WORK ORDER
In the listing below, find each line containing "block" and report it.

SOURCE DATA
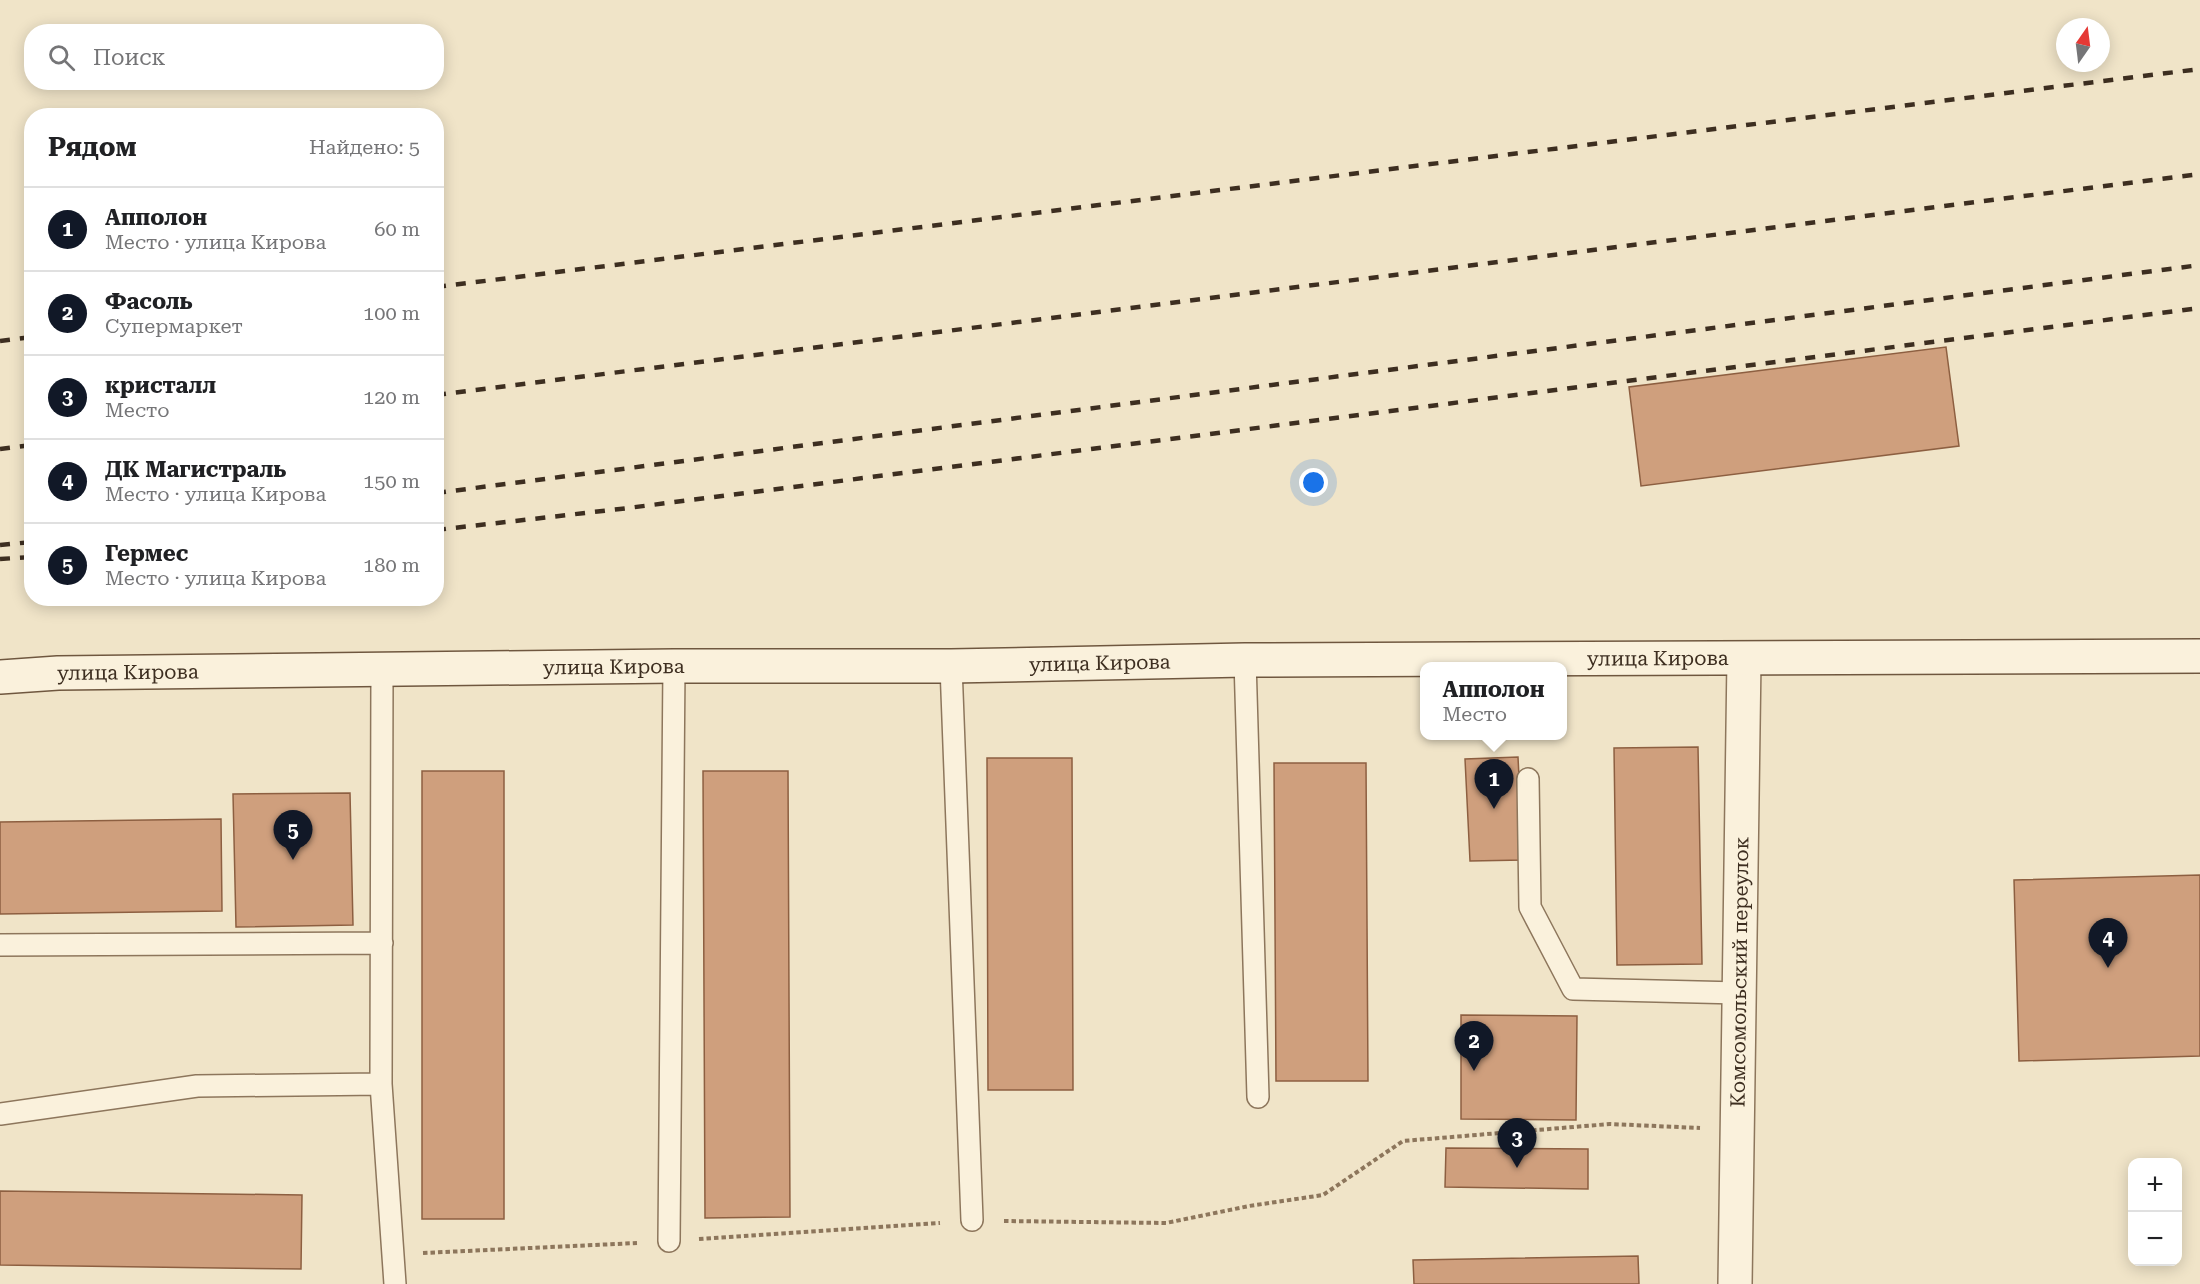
<!DOCTYPE html>
<html lang="ru">
<meta charset="utf-8">
<style>
body{margin:0;font-family:"Roboto Serif",serif;background:#f2f2f2;color:#202124}
.controls{position:absolute;right:18px;bottom:18px;display:grid;overflow:hidden;border-radius:12px;box-shadow:0 3px 15px #0003}
.controls button{width:54px;height:54px;display:grid;place-items:center;padding:0;border:0;border-bottom:2px solid #e0e0e0;background:#fff;color:#202124;font:30px sans-serif}
.compass{position:absolute;left:2056px;top:18px;width:54px;height:54px;border-radius:50%;background:#fff;box-shadow:0 3px 15px #0003;rotate:14deg}
.you{position:absolute;left:1314px;top:483px;width:21px;height:21px;margin:-15px;border:4px solid #fff;border-radius:50%;background:#1a73e8;box-shadow:0 0 0 9px #1a73e833}
.badge{display:grid;place-items:center;width:39px;height:39px;border-radius:50%;background:#111827;color:#fff;font-size:20px;font-weight:700}
.pin{position:absolute;translate:-50% -50px;filter:drop-shadow(0 2px 3px #0008)}
.pin::after{content:'';position:absolute;top:32px;width:21px;height:18px;background:inherit;clip-path:polygon(0 0,100% 0,50% 100%)}
.popup{position:absolute;left:1420px;top:662px;width:147px;height:78px;box-sizing:border-box;display:grid;place-content:center;border-radius:12px;background:#fff;filter:drop-shadow(0 2px 4px #0005);font-size:20px;white-space:nowrap;color:#757577}
.popup b{font-size:22px;color:#202124}
.popup::after{content:'';position:absolute;left:50%;top:100%;margin-left:-12px;border:12px solid transparent;border-top-color:#fff}
.list{margin:0;padding:0;list-style:none}
h2{display:flex;justify-content:space-between;align-items:center;height:78px;margin:0;padding:0 24px;font-size:26px}
h2 small{font-size:20px;font-weight:400;color:#757577}
.list li{display:grid;grid-template-columns:39px 1fr auto;gap:18px;align-items:center;box-sizing:border-box;height:84px;padding:0 24px;border-top:2px solid #e0e0e0}
.list b{display:block;font-size:22px;white-space:nowrap}
.list p{margin:0;font-size:20px;white-space:nowrap;color:#757577}
.list em{font-size:20px;font-style:normal;color:#757577}
.icon{flex:none;width:33px;height:33px;fill:none;stroke:currentColor;stroke-width:2;stroke-linecap:round;stroke-linejoin:round}
.map{position:relative;flex:none;width:2200px;height:1284px;overflow:hidden}
.search{position:absolute;background:#fff;box-shadow:0 3px 15px #0003;left:24px;top:24px;width:420px;height:66px;display:flex;align-items:center;gap:15px;box-sizing:border-box;padding:0 21px;border-radius:24px;color:#757577;font-size:22px}
.panel{position:absolute;background:#fff;box-shadow:0 3px 15px #0003;left:24px;top:108px;width:420px;height:498px;border-radius:24px}
.map>svg:first-child{display:block}
.building{fill:#cf9f7d;stroke:#8d5f41;stroke-width:1.5}
.lines{fill:none;stroke-linecap:round;stroke-linejoin:round}
.lane-casing{stroke:#8d765c;stroke-width:24}
.street-casing{stroke:#8d765c;stroke-width:36}
.secondary-casing{stroke:#6f573f;stroke-width:36}
.path{stroke:#8d765c;stroke-width:4;stroke-dasharray:4.5 3;stroke-linecap:butt}
.lane{stroke:#faf1dc;stroke-width:21}
.street{stroke:#faf1dc;stroke-width:33}
.secondary{stroke:#faf1dc;stroke-width:33}
.rail{stroke:#3d2e20;stroke-width:4.5;stroke-dasharray:10 10;stroke-linecap:butt}
.labels{text-anchor:middle;dominant-baseline:central;stroke-width:5;stroke-linejoin:round;paint-order:stroke}
.street-label{font-size:20px;fill:#3d2e20;stroke:#f7eed8}
</style>
<div class="map">
<svg width="2200" height="1284" viewBox="0 0 2200 1284">
<rect width="100%" height="100%" fill="#f0e4c8"/>
<path class="building" d="M1946,347L1959,446L1641,486L1629,387Z
M1698,747L1702,964L1617,965L1614,748Z
M1518,757L1523,860L1470,861L1465,759Z
M987,758H1072L1073,1090H988Z
M1274,763H1366L1368,1081H1276Z
M422,771H504V1219H422Z
M703,771H788L790,1217L705,1218Z
M350,793L353,925L236,927L233,794Z
M221,819L222,911L0,914V822Z
M2200,875V1056L2019,1061L2014,880Z
M1461,1015L1577,1016L1576,1120L1461,1119Z
M1446,1148L1588,1149V1189L1445,1187Z
M0,1191L302,1195L301,1269L0,1265Z
M1638,1256L1639,1284H1414L1413,1260Z"/>
<g class="lines">
<defs>
<path id="lane" d="M1245,660L1258,1097
M951,666L972,1220
M1528,779L1530,907L1573,989L1739,993
M0,945L382,943
M381,1084L395,1284
M0,1114L197,1086L381,1084L382,669
M669,1241L674,666"/>
<g id="street">
<path id="s1" d="M1735,1284L1744,659"/>
</g>
<g id="secondary">
<path id="s2" d="M0,677L58,673L674,666H951L1245,660L2200,656"/>
</g>
</defs>
<use href="#lane" class="lane-casing"/>
<use href="#street" class="street-casing"/>
<use href="#secondary" class="secondary-casing"/>
<path class="path" d="M1004,1221L1166,1223L1249,1206L1323,1195L1403,1141L1610,1124L1700,1128
M699,1239L940,1223
M423,1253L637,1243"/>
<use href="#lane" class="lane"/>
<use href="#street" class="street"/>
<use href="#secondary" class="secondary"/>
<path class="rail" d="M436,287L2200,69
M0,341L32,337
M436,395L2200,174
M0,449L32,445
M436,493L2200,265
M436,530L620,509L2200,308
M0,545L32,542
M0,559L32,557"/>
</g>
<g class="labels">
<g class="street-label">
<text stroke="none"><textPath href="#s2" startOffset="1658">улица Кирова</textPath></text>
<text stroke="none"><textPath href="#s2" startOffset="1100">улица Кирова</textPath></text>
<text stroke="none"><textPath href="#s2" startOffset="614">улица Кирова</textPath></text>
<text stroke="none"><textPath href="#s2" startOffset="128">улица Кирова</textPath></text>
<text stroke="none"><textPath href="#s1" startOffset="312">Комсомольский переулок</textPath></text>
</g>
</g>
</svg>
<div class="controls">
<button>+</button>
<button>−</button>
</div>
<svg class="compass" viewBox="-18 -18 36 36"><path d="M0-13l5 13h-10z" fill="#e53935"/><path d="M0 13l5-13h-10z" fill="#757577"/></svg>
<div class="you"></div>
<div class="pin badge" style="left:1494px;top:809px">1</div>
<div class="popup"><b>Апполон</b>Место</div>
<div class="pin badge" style="left:1474px;top:1071px">2</div>
<div class="pin badge" style="left:1517px;top:1168px">3</div>
<div class="pin badge" style="left:2108px;top:968px">4</div>
<div class="pin badge" style="left:293px;top:860px">5</div>
<div class="search"><svg class="icon" aria-label="search" viewBox="0 0 24 24"><circle cx="10" cy="10" r="6"/><path d="M15 15l6 6"/></svg>Поиск</div>
<section class="panel">
<h2>Рядом<small>Найдено: 5</small></h2>
<ul class="list">
<li><span class="badge">1</span><div><b>Апполон</b><p>Место · улица Кирова</p></div><em>60 m</em></li>
<li><span class="badge">2</span><div><b>Фасоль</b><p>Супермаркет</p></div><em>100 m</em></li>
<li><span class="badge">3</span><div><b>кристалл</b><p>Место</p></div><em>120 m</em></li>
<li><span class="badge">4</span><div><b>ДК Магистраль</b><p>Место · улица Кирова</p></div><em>150 m</em></li>
<li><span class="badge">5</span><div><b>Гермес</b><p>Место · улица Кирова</p></div><em>180 m</em></li>
</ul>
</section>
</div>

SOLUTION TO THE EXERCISE
.list b{display:block;font-size:22px;white-space:nowrap}
.map>svg:first-child{display:block}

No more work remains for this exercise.